Read the original article in The Oregonian here.
What started out as an exercise at a Portland State University architecture symposium has turned into a potential game-changer in modular classroom design at a time when school districts are increasingly using the cheap alternative to new construction.
PSU's architecture program over more than a year worked closely with a modular manufacturer to balance environmental sustainability and affordability, resulting in the SAGE classroom -- acronym for Smart Academic Green Environment. The modular classroom is made with recyclable materials and more windows at a relatively low cost.
Since students rolled out their energy efficient modular classroom prototype in November at Greenbuild 2012 in San Francisco, distributors, school districts and healthcare providers nationwide have inquired about. Gervais School District in Marion County would have been the first customer, with plans to order up to 20 modulars to localize its spread-out classrooms, but a bond to pay for them failed in November.
"We need these classrooms for many reasons; they're going to be around for a long time," said Margarette Leite, a PSU architecture professor who helped spearhead the project. "We've got to make green affordable."
The SAGE classroom costs a little more than the typical modular classroom, about $150,000 for a double-room unit, but is also 50 percent more energy efficient, has twice as many windows, and has three times the air exchange of a typical modular, the SAGE team says.
Energy Trust of Oregon, a nonprofit that in part works with schools statewide on becoming energy efficient to save money, granted PSU money for the SAGE classroom.
"We see the potential for this to be an innovative solution for schools to grow while also managing energy costs," said Susan Jowaiszas, senior marketing manager for Energy Trust programs. "This is an opportunity to create a better learning environment and dramatically lower energy use."
More schools are using modular classrooms in the face of fluctuating enrollment and budget cuts. A modular computer lab, for example, is cheaper than a building addition. A typical double-room unit costs about $110,000 for the Portland district, which has 177 modular units to meet space needs, up from 126 in 2010.

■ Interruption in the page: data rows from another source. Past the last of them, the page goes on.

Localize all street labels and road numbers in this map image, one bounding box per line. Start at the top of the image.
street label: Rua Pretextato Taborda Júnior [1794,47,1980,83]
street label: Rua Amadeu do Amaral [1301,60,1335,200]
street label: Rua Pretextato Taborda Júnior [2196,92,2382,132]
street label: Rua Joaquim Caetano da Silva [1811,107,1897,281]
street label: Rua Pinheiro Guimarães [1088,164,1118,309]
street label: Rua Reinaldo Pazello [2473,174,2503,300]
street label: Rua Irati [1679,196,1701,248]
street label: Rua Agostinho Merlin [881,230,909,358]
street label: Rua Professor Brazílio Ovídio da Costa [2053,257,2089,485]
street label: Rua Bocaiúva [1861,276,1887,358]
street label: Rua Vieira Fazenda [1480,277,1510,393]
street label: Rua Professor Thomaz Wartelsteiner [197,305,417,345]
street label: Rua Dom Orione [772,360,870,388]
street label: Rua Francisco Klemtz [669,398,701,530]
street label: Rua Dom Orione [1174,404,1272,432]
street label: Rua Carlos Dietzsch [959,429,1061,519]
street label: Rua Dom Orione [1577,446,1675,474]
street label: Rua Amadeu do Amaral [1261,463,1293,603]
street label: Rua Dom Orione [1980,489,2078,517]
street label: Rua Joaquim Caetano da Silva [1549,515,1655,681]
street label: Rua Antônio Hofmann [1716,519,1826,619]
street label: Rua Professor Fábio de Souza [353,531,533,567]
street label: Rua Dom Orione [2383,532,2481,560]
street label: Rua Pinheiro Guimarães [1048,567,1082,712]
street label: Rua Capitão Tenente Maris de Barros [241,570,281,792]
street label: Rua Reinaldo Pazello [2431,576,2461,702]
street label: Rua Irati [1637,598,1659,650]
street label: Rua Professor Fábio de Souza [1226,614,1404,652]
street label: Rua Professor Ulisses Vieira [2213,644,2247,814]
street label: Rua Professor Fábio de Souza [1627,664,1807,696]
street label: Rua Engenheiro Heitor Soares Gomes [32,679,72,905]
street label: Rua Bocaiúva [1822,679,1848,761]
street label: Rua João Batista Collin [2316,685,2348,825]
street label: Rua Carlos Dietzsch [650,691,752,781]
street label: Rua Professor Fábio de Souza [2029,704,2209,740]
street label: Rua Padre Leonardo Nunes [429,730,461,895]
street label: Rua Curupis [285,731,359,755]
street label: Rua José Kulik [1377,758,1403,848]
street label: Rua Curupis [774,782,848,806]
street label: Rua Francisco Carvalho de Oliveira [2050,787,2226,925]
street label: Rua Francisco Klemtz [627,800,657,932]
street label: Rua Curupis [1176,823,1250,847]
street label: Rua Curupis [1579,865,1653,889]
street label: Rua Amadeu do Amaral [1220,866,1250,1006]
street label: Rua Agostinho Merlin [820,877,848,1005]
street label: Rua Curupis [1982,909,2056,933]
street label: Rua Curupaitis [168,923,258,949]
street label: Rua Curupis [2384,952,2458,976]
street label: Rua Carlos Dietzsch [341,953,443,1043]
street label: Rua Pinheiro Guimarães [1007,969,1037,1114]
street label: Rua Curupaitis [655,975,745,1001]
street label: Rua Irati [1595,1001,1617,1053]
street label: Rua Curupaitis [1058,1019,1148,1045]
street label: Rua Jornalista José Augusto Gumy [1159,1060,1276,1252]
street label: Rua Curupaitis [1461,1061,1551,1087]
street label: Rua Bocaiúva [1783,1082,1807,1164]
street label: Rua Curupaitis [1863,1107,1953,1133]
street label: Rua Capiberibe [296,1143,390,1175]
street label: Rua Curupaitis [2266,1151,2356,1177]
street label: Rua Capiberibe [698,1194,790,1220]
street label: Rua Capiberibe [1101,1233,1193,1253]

"Modular classrooms start out as a temporary solution and remain for some period of time because of a very tight education funding environment," said Dan Weldon, program analyst with the Oregon Department of Energy's Cool Schools program.
Because they inevitably become more than temporary, energy efficient modulars made out of healthy materials have long-term cost savings for school districts, he said.
The SAGE classroom emphasizes student health, Leite said.
She started examining the health factors of modular classrooms when her daughter was assigned to one in Portland Public Schools.
Leite and her husband, fellow PSU architecture professor Sergio Palleroni, asked students, faculty and professionals at a 2010 Activism in Architecture symposium to brainstorm healthy, sustainable alternatives.
The brainstorms served as a starting point for architecture students when the classrooms project was picked up by Oregon Solutions, a state Legislature-sanctioned organization that facilitates public and private partnerships to try to solve community problems.
"It gave us project management support and legitimacy," Leite said. "All of a sudden we went from a few students and faculty and to a team of 30 or 40."
The team was charged with designing a prototype to display at Greenbuild, the world's largest green building expo.
"It became a full-fledged project," said Caty Head-Skogland, a student and project manager. "We were working out details of a project that was real rather than researching something imaginary."
Palleroni's class of engineering architecture students collected data about air quality, noise, light and energy use. Architecture design students tinkered with the delicate balance between energy efficiency, healthy products and cost efficiency.
"We wanted to have as many glass windows as possible," Head-Skogland said, since natural light saves on electricity and is good for students in the classroom. "But every inch of glass costs more money."
The classrooms are vinyl-free, since the material can emit harmful gasses. One window distributor, Leite said, couldn't understand why the designers didn't want its newest, hyper-efficient vinyl window.
"Our main focus is student health," Leite said, so no materials that could contribute to poor air quality, including vinyl and formaldehyde in flooring. And, a revamped heating and air conditioning system brings in continuous fresh air.
Students found the typical, rectangular shape was efficient. But they scrapped add-ons such as the concrete foundation and ramp that comes with a typical unit and eventually gets sent to the landfill when the unit is moved. Instead, the SAGE unit has a steel foundation and ramp that travel with it.
The classrooms have one manufacturer -- Blazer Industries in Aumsville, Ore. -- and one distributor -- Pacific Construction Services in Marysville, Wash. PSU holds the rights to the design, so gets a portion of the sales.
The SAGE classroom takes about one month to build. The team hopes its design and cost will make a healthy modular the new standard.
"We didn't want this to be just a one-off," Leite said. "We wanted to work together to make it affordable for anybody and everybody to buy."